As I wrote yesterday, my department has been thinking about creating a course for first year grad students that would have as a key goal introducing them to a variety of faculty in the department (as well as having them get to know each other better), and that might have as a secondary goal training them in skills that will be useful for careers in science. In this post, I will lay out my proposed twist on the course. Right now, I’m not that optimistic that it would actually work, but I’m hoping readers might have suggestions for ways to tweak it to make it work!
My idea is to create a course focused on training faculty and students in how to communicate their science to broad audiences. The general plan would be to start out with training students and faculty in science communication, and then would have faculty practice their talks by giving them to the grad students who would critique them, giving feedback that the faculty could use to improve their talks aimed at general audiences. This would meet the goals of introducing new students to faculty and the research they do (though would be focused at a different level than if they were giving general research presentations), and would also provide training and practice in science communication (thus meeting our students’ desire to get more skills training, while also hopefully benefitting faculty).
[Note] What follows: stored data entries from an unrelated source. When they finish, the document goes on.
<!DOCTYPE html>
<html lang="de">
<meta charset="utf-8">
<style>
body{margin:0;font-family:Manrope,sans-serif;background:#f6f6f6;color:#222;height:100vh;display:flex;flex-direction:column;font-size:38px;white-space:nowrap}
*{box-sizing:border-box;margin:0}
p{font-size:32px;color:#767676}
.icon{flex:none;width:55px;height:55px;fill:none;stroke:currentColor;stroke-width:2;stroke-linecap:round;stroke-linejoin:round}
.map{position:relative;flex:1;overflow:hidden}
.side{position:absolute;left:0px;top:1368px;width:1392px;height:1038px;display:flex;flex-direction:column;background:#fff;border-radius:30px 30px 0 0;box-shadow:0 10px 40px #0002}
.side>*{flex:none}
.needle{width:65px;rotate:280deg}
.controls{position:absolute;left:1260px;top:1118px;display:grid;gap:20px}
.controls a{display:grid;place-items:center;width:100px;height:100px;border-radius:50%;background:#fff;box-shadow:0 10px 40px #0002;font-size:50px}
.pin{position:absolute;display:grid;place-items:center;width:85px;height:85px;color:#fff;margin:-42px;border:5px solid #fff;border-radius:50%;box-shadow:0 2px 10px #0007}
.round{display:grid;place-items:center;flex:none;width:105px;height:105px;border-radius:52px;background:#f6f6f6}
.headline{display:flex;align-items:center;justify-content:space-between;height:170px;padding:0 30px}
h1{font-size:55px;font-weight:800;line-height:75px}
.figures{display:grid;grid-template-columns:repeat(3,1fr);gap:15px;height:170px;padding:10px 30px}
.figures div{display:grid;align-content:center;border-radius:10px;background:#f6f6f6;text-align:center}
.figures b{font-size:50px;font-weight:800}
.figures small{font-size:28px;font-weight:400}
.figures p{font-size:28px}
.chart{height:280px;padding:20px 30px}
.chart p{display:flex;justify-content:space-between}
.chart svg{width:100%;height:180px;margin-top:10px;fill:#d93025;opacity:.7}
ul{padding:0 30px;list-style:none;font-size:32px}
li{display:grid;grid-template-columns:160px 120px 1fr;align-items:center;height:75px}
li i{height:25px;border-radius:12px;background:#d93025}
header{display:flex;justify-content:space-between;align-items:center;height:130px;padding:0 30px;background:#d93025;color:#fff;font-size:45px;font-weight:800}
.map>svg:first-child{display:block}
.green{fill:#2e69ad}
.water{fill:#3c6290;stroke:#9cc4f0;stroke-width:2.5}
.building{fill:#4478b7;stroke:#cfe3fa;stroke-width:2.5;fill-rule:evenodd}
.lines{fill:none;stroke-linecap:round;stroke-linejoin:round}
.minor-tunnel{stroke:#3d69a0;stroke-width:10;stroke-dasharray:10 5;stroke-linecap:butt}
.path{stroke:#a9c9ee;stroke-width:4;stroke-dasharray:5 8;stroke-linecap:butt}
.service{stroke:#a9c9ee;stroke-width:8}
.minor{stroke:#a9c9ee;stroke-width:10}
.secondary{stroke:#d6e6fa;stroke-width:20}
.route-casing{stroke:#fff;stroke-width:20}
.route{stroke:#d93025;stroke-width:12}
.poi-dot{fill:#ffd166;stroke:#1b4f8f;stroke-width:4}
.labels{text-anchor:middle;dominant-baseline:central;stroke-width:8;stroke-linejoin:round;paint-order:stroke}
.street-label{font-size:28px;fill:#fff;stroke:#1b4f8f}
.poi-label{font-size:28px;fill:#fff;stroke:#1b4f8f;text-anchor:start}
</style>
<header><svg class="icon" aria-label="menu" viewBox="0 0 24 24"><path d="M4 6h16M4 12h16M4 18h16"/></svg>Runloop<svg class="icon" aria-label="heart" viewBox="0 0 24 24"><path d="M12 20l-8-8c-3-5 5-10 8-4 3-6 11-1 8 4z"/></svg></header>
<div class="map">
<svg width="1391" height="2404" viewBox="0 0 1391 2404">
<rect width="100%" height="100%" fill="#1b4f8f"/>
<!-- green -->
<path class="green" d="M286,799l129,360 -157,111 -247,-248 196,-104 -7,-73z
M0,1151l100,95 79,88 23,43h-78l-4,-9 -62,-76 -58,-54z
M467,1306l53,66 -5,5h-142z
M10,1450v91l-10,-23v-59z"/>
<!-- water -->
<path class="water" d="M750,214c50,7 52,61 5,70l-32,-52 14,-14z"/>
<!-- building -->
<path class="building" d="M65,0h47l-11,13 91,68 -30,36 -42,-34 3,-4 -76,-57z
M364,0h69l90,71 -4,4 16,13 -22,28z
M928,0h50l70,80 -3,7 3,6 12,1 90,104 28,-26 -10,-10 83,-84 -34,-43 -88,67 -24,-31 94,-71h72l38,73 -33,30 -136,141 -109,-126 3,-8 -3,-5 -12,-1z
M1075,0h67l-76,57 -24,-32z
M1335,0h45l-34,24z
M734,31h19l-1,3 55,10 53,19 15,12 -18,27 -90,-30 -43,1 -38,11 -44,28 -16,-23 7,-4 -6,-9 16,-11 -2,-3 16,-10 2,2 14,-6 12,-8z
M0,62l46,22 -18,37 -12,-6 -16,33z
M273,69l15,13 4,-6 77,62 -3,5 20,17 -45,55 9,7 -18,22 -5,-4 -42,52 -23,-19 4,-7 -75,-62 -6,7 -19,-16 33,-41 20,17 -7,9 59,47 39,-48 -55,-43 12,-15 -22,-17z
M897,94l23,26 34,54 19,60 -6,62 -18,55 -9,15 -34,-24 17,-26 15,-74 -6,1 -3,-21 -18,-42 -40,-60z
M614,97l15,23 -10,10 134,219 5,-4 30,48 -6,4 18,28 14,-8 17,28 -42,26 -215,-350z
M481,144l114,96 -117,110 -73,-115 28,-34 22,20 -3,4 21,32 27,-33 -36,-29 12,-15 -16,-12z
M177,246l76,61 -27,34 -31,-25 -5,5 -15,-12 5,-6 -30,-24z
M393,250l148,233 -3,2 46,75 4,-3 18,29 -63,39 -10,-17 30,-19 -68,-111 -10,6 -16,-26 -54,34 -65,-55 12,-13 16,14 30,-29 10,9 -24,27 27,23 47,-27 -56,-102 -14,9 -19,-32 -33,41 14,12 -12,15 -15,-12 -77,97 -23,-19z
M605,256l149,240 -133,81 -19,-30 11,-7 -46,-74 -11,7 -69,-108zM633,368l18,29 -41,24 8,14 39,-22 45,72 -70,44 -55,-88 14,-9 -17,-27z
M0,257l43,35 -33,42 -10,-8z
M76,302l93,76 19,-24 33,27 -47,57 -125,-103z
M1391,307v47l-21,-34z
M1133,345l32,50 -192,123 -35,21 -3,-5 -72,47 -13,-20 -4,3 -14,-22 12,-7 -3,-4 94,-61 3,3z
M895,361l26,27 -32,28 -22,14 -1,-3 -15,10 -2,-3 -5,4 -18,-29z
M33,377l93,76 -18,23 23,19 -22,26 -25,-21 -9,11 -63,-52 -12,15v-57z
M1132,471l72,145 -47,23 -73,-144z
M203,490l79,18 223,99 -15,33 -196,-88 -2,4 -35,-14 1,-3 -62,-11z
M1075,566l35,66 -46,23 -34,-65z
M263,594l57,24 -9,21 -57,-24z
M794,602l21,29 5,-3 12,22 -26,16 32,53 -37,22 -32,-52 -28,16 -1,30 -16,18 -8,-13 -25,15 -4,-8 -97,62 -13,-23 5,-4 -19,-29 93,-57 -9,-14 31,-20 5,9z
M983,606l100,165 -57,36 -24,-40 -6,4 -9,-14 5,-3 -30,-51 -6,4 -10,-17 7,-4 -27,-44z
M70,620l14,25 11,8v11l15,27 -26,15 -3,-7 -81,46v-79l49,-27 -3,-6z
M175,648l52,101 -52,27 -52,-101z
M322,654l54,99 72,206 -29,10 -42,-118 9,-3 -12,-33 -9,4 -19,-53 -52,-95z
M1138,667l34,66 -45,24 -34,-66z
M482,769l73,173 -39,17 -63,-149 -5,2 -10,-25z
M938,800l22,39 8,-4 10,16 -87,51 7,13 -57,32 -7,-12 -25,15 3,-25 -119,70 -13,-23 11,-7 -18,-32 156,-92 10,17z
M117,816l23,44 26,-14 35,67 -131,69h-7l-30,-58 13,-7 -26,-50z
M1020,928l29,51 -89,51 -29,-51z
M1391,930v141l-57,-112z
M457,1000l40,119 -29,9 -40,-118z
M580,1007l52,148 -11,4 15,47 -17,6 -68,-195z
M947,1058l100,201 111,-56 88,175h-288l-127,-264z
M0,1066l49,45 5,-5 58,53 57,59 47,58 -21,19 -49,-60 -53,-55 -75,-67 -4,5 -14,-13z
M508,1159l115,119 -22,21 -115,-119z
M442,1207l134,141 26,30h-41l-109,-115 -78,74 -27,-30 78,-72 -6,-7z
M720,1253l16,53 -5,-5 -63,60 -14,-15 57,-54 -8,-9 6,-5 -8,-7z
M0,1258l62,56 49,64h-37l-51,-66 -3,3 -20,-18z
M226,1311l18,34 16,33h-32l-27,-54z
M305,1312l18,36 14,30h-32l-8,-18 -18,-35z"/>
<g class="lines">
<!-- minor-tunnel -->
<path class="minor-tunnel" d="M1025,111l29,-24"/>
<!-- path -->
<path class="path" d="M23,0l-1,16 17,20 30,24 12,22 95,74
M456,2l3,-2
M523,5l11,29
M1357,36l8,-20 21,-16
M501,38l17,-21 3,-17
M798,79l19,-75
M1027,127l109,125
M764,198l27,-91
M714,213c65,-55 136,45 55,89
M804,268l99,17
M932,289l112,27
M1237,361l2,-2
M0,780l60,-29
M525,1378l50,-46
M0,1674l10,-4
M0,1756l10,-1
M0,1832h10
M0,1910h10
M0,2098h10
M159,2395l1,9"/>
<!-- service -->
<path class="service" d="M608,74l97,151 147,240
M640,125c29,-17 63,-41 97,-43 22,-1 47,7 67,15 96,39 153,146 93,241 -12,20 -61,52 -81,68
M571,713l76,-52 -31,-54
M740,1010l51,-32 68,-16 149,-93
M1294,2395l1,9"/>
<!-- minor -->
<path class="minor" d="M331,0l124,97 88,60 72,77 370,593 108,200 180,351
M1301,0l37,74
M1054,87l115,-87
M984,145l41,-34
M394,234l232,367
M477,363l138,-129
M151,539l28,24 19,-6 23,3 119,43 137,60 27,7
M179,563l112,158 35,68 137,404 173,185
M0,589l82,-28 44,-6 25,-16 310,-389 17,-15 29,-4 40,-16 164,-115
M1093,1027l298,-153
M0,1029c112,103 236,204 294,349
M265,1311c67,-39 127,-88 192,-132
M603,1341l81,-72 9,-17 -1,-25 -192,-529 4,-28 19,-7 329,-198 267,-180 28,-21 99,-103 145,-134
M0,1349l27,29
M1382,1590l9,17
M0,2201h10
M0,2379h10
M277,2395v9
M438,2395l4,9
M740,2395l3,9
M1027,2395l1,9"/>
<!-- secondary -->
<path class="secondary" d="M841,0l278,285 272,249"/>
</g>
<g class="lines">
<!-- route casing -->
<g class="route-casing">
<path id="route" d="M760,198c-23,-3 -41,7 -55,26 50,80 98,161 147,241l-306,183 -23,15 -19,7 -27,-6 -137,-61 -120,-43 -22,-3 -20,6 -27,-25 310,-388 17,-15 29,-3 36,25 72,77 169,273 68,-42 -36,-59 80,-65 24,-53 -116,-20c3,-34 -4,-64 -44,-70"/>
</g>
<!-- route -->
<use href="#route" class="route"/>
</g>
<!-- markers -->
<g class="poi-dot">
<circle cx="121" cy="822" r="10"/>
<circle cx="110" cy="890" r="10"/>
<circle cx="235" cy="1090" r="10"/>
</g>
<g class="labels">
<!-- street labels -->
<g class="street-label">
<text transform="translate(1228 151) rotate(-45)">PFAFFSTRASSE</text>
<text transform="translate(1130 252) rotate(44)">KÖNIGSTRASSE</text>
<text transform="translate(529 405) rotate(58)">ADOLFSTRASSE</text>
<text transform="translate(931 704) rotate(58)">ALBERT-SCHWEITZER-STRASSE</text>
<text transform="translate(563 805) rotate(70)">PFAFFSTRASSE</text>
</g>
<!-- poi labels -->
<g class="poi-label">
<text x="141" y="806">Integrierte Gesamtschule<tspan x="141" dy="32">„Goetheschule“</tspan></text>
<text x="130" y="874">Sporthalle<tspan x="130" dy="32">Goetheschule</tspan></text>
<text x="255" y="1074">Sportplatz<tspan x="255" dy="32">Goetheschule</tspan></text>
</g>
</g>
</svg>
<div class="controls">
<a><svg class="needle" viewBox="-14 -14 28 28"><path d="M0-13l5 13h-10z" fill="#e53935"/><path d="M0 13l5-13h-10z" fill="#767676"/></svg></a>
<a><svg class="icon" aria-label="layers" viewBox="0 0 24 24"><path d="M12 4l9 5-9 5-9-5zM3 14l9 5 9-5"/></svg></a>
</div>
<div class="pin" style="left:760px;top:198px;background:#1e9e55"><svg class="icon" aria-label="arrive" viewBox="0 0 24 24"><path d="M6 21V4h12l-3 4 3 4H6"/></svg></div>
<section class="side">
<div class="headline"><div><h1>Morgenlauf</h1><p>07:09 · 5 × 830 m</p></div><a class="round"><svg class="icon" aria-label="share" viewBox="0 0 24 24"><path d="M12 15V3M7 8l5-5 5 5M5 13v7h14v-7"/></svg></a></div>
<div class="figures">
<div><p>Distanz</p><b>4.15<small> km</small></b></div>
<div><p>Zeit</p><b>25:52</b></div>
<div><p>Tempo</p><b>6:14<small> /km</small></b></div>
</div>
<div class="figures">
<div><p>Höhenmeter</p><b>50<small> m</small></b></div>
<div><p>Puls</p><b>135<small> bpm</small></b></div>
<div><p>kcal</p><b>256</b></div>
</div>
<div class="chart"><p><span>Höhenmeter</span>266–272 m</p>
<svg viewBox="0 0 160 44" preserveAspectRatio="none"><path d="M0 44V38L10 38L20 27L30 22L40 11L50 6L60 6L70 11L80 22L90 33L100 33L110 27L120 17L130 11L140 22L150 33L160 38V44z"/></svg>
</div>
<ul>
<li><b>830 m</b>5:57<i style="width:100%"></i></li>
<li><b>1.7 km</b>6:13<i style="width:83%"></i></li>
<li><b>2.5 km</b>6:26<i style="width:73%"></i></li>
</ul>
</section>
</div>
A large part of why this occurred to me is that I have been thinking of ways for my colleagues and myself to engage more effectively with K-12 and undergraduate students from diverse backgrounds. In the past, I’ve organized events where faculty gave talks to, say, incoming first year undergraduates. Oftentimes, those talks end up being slightly modified versions of the faculty member’s regular research seminar; those really aren’t effective at engaging a general audience, meaning there was a lost opportunity for engaging those students in ecology (or biology or STEM or whatever the focus of the event was).*
In thinking about how to address this issue, it occurred to me that it would be great to have a group of people who have been trained in how to effectively communicate with broad audiences, who can then be called upon for these activities.** I especially have been thinking about how to train a group of people who can then engage with various diversity, equity, and inclusion (DEI) initiatives on campus.
So, with that general goal in mind, when we started talking more about a new professors on parade course, I thought it could be neat to create a variation on the general theme where we train faculty and grad students in science communication. The course would start with a few weeks focused on general training in science communication. Given the logistics of schedules, it might be necessary to do a 1 day intensive workshop for faculty right before the semester begins, and then to spend 3-4 weeks with students covering similar material. The goal would be for the faculty to leave the workshop with a draft presentation that they can then pilot with the students in the course.*** After the initial “intro to scicomm” portion of the course, faculty would give their presentation to the students, who would then critique it from a scicomm perspective – that is, did they clearly communicate what they work on and convince a general audience that it’s interesting and exciting? My goal would be that, through this process, the students would learn about different work being done in the department, faculty would receive feedback on their presentations, and both students and faculty would receive training in how to communicate with general audiences while also getting to know each other better.
In my ideal world, this would then link with actual outreach to broad audiences. (Why bother with all that training if not to put it into practice?!) One idea I had would be to then do a similar version of this course with students in a program like the M-STEM Academies at Michigan (which is an undergraduate program) or Wolverine Pathways (a program for middle and high school students).
I am both really excited by this idea and also skeptical that it will actually work. One problem is who would run it – given that it’s my idea and I am the one who seems most excited about it, I would be the obvious person, but I already have a lot of other commitments (including teaching Intro Bio in the fall, plus plans for other activities with Wolverine Pathways and for other activities related to public engagement.)
Perhaps even more problematic is that I suspect that, while some of my colleagues may think the idea is interesting, few will be willing/able to commit to the time it would take to do the course in this format. It would be much easier for faculty to do the more traditional professors-on-parade format, where they can just show up and give their canned research seminar (or a slight variant on it).
So far, I’ve thought about two possible solutions to the problem, though am not entirely happy with either. First, it might be more likely that senior grad students and postdocs would be interested in doing the scicomm training. In that case, they could be the ones who do the training and give the presentations. The downside, though, is that really reduces the benefit in terms of encouraging more interactions between faculty and graduate students at the start of their grad careers. (An upside, though, is that it would mean even more department members receive scicomm training, which would be great.) Second, it could be possible to have the first year or two be a hybrid, where some faculty give their standard talks, and others do the scicomm version. If students really like the science communication angle, it could make additional faculty more inclined to do the scicomm version. (A good thing in terms of time investment is that the faculty wouldn’t necessarily need to do the scicomm training each year, so, after the first year, the time commitment might not be that much higher than with the traditional format.)
If anyone knows of a department that does a course like this, I would love to hear about it! And if you have ideas for how to tweak my course idea to make it more feasible, I’d love to hear those, too.